**Exercise requirements**
Find how many lines of the following entries contain "order". Reply with the number alone.

**Provided records**
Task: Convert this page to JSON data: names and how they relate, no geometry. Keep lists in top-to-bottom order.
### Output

* * *

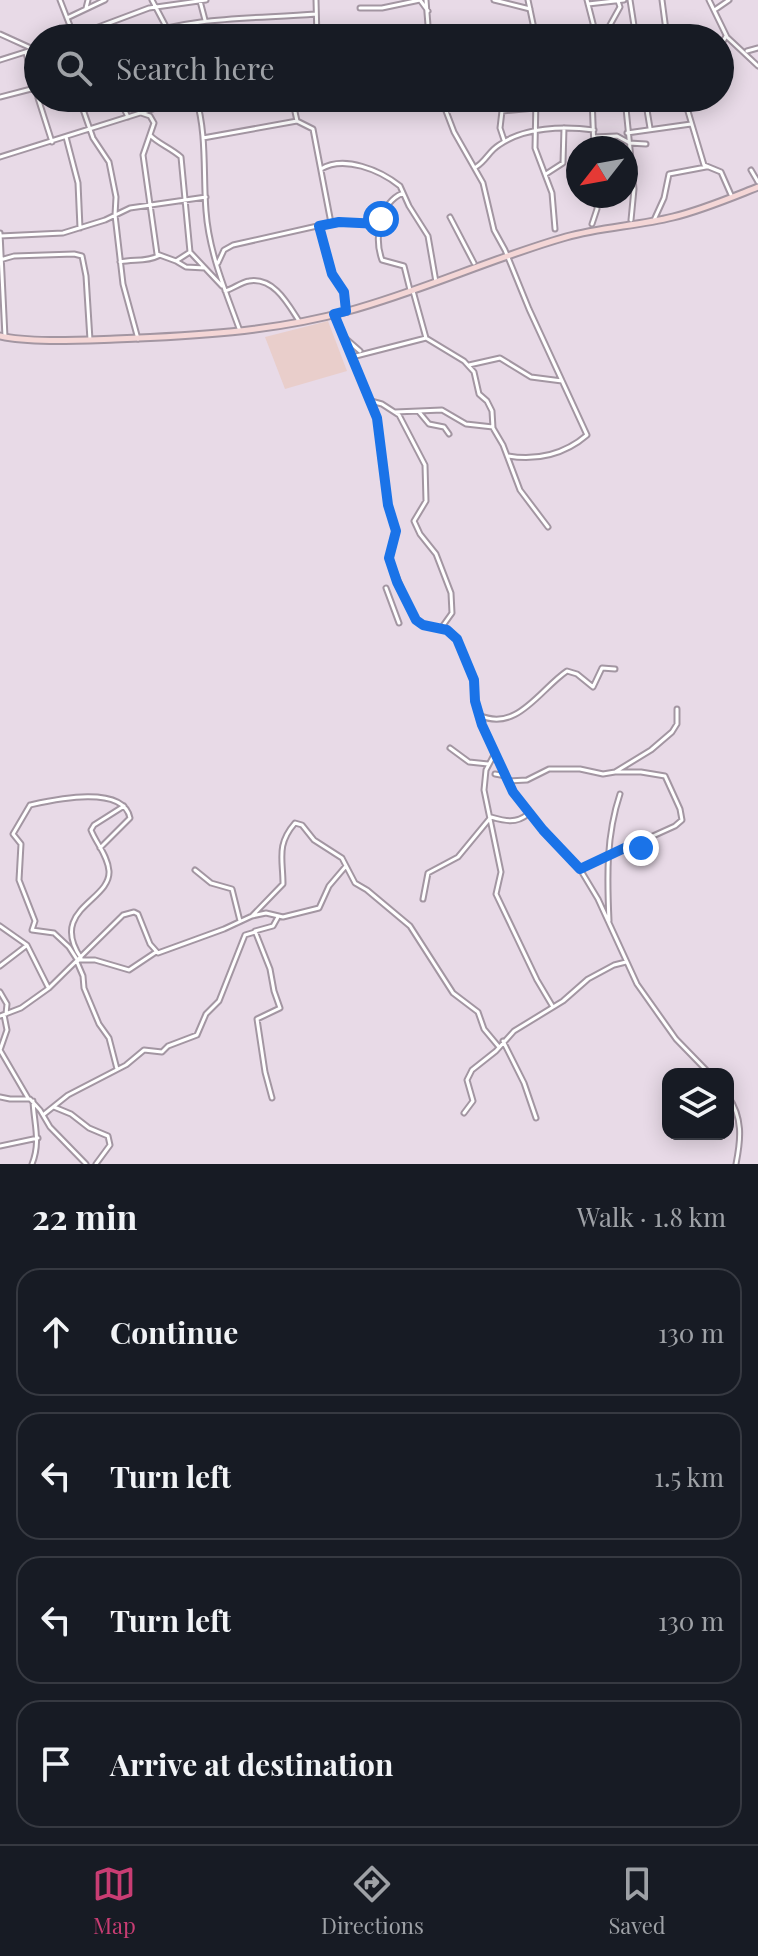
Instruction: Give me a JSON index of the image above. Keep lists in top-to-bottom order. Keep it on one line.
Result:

**Response to the exercise**
2